Collected data:
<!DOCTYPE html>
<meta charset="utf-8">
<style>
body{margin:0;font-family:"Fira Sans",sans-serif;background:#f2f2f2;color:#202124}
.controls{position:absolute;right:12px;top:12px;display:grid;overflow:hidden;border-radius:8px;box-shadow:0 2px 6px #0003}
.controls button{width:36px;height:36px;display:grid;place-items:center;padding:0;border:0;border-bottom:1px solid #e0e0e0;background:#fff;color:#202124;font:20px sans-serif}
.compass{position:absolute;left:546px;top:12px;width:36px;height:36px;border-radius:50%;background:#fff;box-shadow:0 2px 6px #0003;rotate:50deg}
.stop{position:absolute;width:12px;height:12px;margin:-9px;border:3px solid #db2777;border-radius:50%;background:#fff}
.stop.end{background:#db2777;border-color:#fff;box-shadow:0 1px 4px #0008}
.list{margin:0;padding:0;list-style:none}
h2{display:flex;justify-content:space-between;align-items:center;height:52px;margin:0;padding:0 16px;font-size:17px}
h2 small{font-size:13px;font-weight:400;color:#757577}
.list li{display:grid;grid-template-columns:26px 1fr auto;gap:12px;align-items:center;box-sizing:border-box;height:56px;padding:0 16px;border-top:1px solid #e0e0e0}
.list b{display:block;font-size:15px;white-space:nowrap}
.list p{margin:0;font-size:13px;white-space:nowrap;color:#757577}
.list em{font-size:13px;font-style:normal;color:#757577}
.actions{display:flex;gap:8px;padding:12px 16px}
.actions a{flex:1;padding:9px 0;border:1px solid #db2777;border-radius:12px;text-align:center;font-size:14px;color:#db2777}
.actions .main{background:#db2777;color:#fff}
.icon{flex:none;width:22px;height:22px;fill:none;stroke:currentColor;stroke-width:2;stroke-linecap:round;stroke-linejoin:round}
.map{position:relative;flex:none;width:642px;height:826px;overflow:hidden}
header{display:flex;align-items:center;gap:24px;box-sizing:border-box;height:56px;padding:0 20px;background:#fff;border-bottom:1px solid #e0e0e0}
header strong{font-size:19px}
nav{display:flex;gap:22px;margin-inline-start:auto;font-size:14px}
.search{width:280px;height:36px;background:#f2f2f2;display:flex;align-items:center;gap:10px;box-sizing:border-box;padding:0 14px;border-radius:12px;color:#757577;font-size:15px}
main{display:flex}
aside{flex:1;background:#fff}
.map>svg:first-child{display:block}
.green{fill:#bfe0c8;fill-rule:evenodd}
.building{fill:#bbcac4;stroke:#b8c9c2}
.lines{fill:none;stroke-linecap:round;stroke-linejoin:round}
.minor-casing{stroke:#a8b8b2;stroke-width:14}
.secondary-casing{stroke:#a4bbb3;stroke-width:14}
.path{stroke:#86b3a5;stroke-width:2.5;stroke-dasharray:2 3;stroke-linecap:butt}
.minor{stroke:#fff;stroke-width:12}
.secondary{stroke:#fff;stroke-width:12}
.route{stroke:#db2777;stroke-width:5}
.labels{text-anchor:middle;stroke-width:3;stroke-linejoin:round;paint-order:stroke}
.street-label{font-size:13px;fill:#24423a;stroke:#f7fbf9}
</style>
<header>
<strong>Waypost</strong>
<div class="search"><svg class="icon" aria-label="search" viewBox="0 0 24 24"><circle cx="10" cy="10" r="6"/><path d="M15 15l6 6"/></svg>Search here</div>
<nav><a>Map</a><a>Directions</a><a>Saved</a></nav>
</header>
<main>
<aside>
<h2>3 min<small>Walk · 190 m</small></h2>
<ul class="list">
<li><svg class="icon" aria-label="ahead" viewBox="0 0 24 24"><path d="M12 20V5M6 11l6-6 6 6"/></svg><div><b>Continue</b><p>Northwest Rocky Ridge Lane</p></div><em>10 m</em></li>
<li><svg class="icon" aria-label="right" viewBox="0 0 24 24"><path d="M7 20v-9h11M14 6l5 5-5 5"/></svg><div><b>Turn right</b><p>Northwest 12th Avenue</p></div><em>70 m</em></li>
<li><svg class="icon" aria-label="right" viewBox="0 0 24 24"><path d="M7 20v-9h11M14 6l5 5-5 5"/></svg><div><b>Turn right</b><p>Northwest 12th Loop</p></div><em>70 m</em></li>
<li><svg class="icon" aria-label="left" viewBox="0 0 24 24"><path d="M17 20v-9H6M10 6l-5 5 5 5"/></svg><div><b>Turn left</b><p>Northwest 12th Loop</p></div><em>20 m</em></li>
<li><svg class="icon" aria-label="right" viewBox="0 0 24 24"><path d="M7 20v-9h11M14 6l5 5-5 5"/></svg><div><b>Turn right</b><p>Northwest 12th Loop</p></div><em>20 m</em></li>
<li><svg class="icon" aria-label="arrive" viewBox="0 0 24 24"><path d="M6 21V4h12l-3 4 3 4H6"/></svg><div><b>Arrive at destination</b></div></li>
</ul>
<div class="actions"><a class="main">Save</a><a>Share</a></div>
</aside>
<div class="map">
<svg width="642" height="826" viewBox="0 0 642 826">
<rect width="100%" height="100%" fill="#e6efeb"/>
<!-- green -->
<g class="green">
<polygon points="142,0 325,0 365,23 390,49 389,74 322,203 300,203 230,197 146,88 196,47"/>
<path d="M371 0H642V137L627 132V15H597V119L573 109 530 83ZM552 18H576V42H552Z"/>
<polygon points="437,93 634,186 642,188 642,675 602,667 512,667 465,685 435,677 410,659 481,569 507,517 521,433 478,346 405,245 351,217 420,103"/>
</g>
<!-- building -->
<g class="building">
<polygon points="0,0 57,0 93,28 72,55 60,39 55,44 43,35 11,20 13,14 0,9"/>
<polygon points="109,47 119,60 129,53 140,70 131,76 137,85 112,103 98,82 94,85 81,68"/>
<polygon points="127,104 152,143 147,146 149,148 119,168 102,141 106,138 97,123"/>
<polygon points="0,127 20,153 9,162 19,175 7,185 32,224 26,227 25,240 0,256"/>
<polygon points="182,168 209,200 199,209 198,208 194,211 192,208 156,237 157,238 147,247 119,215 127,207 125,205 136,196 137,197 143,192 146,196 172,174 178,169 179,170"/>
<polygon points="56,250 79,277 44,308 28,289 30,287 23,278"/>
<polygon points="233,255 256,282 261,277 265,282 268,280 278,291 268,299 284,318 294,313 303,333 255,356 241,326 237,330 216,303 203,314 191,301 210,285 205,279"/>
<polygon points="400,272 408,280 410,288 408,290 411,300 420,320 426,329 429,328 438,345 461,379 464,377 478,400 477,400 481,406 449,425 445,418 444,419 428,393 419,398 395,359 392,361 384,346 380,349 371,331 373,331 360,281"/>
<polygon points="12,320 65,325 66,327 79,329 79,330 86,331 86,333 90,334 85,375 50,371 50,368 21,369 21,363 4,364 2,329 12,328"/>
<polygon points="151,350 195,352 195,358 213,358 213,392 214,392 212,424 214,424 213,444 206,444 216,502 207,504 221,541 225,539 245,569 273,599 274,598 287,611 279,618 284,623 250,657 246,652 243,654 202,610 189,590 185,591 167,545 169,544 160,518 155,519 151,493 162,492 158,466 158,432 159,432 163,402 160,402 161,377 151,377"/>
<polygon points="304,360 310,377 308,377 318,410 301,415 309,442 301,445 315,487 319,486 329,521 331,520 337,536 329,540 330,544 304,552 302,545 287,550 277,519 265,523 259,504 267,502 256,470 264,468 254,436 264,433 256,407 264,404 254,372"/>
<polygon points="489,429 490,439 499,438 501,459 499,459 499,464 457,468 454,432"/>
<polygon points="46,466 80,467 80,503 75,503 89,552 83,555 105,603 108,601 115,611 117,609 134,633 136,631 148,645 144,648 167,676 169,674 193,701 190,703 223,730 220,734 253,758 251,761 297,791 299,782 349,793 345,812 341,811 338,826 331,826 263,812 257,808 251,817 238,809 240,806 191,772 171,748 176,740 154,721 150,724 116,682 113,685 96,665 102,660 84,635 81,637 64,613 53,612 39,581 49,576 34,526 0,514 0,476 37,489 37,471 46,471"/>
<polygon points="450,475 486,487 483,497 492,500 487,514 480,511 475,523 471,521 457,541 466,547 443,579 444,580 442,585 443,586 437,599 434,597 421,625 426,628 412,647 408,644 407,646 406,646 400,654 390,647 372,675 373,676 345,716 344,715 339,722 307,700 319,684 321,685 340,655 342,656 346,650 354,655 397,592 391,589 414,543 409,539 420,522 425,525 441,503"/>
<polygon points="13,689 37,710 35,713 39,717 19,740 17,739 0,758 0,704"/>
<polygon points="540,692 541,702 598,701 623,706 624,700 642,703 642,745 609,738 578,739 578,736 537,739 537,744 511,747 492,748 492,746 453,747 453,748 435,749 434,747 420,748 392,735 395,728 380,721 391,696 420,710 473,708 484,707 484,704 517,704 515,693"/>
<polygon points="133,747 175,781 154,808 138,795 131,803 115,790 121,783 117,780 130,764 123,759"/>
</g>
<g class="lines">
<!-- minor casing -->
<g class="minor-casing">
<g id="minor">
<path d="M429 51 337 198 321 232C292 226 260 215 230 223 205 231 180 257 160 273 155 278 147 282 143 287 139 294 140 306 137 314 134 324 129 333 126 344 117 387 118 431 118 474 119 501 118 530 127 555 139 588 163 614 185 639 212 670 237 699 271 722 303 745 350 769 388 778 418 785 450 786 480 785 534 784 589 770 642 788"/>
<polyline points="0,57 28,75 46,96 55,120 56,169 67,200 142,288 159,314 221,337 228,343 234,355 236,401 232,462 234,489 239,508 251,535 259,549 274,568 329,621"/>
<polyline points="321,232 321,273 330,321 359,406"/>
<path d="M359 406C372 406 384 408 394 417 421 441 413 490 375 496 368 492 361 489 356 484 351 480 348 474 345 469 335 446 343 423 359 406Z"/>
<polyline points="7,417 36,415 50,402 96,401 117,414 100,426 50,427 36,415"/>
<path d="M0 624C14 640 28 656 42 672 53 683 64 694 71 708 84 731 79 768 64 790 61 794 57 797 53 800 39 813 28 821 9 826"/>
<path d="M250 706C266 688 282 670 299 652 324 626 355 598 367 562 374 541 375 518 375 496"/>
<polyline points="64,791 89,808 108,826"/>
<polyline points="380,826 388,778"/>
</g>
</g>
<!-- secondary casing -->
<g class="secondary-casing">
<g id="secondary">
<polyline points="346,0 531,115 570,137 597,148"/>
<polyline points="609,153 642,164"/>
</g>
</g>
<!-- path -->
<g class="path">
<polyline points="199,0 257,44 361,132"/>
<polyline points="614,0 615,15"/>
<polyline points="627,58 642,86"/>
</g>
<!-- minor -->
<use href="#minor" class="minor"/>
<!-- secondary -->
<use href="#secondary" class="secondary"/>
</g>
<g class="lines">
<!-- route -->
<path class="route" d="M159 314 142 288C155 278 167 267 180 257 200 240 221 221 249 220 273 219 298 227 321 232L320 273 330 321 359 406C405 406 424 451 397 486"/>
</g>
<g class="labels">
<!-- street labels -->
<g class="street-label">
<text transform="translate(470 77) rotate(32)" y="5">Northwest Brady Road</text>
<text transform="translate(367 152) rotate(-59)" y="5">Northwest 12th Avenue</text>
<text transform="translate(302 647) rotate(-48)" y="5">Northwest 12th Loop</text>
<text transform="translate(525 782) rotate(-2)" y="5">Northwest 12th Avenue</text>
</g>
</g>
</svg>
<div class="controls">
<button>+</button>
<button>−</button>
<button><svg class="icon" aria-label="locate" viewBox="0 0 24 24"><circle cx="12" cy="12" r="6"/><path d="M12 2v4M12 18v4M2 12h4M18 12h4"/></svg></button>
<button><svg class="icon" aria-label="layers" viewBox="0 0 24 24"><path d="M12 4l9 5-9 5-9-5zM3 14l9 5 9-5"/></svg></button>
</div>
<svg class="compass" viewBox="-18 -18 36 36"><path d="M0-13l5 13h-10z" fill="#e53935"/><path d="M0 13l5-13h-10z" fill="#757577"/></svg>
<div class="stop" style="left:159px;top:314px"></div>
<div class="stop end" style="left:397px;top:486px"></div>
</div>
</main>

...

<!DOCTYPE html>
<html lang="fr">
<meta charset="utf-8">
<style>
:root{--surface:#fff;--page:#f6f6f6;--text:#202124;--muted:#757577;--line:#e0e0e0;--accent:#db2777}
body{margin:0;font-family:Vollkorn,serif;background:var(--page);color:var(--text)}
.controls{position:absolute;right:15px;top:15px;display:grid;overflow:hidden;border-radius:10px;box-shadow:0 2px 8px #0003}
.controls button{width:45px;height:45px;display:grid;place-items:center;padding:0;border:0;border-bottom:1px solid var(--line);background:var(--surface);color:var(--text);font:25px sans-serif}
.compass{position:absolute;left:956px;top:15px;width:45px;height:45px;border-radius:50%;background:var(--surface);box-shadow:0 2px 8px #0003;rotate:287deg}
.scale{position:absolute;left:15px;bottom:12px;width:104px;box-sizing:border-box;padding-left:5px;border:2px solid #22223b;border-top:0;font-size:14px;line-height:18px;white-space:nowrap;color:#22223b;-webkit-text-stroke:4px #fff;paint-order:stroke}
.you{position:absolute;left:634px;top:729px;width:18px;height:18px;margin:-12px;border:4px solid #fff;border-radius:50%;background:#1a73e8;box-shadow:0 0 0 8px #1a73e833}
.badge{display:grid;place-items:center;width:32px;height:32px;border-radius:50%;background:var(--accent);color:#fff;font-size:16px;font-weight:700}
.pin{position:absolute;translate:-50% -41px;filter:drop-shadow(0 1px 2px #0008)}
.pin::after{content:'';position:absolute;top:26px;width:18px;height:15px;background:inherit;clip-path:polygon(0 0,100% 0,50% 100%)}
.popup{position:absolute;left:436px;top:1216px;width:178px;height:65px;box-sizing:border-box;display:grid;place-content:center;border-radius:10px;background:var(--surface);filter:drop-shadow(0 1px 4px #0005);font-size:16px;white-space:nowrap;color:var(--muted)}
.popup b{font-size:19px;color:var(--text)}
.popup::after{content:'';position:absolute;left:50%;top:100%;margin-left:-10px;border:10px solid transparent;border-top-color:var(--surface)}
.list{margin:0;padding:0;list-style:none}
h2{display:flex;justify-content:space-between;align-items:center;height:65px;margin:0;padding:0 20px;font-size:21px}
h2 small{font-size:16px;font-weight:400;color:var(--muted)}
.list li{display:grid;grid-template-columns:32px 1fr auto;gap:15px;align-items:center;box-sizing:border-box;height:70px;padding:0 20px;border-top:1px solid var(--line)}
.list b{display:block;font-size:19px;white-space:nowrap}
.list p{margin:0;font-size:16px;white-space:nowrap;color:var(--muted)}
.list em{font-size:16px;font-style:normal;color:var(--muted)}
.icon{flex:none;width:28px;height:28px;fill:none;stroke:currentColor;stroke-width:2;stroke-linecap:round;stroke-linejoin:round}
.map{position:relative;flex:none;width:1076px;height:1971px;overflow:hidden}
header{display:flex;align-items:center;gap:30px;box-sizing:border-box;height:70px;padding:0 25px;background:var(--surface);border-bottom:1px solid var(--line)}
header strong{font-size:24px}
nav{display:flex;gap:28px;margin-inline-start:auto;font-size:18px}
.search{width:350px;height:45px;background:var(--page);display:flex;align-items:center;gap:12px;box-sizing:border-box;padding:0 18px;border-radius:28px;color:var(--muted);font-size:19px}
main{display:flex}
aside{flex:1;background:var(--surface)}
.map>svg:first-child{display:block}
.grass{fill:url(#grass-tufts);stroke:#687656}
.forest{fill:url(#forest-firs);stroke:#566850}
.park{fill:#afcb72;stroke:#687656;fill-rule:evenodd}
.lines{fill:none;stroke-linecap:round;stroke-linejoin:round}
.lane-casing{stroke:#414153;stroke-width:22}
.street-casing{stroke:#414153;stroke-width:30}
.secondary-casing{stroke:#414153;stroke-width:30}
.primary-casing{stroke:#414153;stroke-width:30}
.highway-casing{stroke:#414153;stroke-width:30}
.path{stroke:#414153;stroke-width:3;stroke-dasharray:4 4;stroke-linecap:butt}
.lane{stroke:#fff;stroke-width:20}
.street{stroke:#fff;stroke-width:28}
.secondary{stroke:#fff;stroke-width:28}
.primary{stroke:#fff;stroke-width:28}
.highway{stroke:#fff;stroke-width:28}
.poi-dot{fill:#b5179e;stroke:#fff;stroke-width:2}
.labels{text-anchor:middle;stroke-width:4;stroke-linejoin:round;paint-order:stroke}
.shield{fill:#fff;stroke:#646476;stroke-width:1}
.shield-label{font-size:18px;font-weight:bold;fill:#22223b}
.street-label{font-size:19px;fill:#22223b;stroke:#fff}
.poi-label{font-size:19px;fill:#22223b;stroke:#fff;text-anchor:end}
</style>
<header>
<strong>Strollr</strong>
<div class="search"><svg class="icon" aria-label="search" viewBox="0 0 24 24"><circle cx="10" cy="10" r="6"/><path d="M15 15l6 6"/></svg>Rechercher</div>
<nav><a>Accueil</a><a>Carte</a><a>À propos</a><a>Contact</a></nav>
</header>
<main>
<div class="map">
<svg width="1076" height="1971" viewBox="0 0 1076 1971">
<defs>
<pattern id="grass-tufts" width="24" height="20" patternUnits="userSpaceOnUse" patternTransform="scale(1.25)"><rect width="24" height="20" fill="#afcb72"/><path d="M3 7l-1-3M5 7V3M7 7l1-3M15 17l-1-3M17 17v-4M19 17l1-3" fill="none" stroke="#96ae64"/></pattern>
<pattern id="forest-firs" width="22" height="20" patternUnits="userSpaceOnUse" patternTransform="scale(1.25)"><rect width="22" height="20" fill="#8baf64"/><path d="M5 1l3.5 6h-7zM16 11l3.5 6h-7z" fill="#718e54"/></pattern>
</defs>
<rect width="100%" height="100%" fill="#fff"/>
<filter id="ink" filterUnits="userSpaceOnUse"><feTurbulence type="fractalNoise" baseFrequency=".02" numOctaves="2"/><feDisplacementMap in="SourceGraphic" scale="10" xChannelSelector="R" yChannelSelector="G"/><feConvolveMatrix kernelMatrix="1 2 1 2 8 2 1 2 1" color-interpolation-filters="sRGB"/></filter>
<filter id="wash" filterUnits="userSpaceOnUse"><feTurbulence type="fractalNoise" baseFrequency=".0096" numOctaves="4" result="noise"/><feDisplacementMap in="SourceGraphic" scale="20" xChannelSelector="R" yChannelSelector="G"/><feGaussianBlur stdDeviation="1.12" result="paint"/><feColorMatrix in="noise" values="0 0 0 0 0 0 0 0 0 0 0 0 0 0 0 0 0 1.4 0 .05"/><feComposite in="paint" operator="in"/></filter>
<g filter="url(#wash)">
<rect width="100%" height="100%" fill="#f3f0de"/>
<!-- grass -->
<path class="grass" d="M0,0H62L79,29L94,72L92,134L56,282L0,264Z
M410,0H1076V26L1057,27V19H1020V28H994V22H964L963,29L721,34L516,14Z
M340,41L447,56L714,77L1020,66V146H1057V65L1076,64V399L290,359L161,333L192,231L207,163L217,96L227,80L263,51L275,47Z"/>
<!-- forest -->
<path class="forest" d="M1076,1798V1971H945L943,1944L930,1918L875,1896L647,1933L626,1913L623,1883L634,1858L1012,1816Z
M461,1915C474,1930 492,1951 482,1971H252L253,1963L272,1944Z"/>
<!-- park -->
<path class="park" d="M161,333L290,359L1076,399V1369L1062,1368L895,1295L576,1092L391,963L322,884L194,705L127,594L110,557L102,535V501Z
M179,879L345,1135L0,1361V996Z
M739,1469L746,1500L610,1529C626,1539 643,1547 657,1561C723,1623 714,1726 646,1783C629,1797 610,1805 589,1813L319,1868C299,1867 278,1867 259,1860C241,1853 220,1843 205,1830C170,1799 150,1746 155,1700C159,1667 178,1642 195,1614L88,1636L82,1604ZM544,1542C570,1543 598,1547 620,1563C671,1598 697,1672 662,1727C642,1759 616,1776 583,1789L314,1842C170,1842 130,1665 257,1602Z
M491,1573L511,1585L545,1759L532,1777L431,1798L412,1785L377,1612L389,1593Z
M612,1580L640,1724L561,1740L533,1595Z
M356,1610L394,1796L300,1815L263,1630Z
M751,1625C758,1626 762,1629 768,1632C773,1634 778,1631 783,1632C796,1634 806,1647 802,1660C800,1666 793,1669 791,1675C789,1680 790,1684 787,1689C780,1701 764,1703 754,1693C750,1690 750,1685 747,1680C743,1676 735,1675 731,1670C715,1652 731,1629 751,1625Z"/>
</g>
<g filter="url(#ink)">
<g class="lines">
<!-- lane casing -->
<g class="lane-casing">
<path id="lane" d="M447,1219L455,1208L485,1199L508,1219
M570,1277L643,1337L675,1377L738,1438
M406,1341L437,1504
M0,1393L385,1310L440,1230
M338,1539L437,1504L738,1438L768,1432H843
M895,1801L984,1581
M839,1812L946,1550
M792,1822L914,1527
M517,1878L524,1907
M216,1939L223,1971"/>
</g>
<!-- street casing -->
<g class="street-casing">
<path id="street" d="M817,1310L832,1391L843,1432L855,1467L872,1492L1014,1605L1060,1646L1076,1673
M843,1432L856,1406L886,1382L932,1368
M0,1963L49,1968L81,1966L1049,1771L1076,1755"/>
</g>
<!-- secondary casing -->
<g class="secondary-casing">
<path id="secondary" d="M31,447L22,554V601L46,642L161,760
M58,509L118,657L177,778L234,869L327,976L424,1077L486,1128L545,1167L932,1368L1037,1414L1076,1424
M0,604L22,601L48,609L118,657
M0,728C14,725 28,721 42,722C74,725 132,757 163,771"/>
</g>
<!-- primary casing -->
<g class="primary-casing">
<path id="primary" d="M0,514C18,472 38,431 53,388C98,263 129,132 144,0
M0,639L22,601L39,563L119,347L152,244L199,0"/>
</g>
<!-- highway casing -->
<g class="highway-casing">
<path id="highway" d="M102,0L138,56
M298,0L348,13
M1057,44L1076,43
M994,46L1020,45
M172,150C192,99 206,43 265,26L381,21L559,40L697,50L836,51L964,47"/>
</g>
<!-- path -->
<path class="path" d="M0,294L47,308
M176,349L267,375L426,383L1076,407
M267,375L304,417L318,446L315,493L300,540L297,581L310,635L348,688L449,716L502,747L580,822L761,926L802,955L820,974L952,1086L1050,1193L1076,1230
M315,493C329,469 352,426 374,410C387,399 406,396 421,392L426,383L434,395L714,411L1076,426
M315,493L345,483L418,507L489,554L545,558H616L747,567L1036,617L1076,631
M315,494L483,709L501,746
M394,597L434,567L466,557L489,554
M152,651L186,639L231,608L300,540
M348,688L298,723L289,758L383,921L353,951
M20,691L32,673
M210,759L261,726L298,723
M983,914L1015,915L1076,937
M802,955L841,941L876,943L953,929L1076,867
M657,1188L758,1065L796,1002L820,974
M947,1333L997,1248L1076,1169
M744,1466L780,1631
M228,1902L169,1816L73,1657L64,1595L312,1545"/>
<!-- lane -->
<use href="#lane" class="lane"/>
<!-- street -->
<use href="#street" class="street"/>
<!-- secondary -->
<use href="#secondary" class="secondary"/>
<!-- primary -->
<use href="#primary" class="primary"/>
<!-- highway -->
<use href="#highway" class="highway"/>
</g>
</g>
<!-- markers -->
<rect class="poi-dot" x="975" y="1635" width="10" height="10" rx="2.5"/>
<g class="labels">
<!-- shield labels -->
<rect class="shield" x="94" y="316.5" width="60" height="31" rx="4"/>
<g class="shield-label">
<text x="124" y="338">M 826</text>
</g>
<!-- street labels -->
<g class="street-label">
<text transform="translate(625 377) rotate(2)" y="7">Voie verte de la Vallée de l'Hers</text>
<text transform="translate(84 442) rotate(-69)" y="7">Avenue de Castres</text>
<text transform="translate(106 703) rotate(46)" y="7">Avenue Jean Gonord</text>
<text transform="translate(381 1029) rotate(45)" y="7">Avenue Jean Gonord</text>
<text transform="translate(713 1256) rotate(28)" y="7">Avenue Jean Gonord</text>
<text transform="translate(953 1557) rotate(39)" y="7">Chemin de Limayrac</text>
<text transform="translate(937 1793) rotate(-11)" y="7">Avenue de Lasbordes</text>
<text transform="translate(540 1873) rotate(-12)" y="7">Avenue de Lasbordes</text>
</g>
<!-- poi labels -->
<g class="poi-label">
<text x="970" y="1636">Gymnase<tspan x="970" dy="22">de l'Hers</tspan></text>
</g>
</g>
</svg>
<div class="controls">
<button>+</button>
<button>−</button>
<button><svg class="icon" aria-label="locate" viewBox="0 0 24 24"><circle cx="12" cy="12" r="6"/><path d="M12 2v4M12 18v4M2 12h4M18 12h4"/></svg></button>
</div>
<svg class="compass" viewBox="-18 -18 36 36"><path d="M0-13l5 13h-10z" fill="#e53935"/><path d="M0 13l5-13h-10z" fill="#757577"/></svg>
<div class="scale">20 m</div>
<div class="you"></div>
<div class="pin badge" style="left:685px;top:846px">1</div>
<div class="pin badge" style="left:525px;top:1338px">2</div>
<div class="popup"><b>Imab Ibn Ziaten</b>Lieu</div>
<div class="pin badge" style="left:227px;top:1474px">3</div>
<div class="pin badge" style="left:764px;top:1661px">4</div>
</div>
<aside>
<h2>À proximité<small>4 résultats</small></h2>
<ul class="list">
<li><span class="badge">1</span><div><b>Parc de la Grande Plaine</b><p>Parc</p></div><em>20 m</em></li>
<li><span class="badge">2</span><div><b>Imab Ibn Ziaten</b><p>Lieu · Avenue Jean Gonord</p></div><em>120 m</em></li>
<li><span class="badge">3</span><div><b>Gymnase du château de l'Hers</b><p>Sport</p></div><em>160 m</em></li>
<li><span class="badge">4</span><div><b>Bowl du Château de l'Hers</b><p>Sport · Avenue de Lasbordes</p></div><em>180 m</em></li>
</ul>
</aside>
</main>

▶ **Work order**: Search the data for the word "currentColor" and copy each line where it appears.

▶ **Task output**:
.icon{flex:none;width:22px;height:22px;fill:none;stroke:currentColor;stroke-width:2;stroke-linecap:round;stroke-linejoin:round}
.icon{flex:none;width:28px;height:28px;fill:none;stroke:currentColor;stroke-width:2;stroke-linecap:round;stroke-linejoin:round}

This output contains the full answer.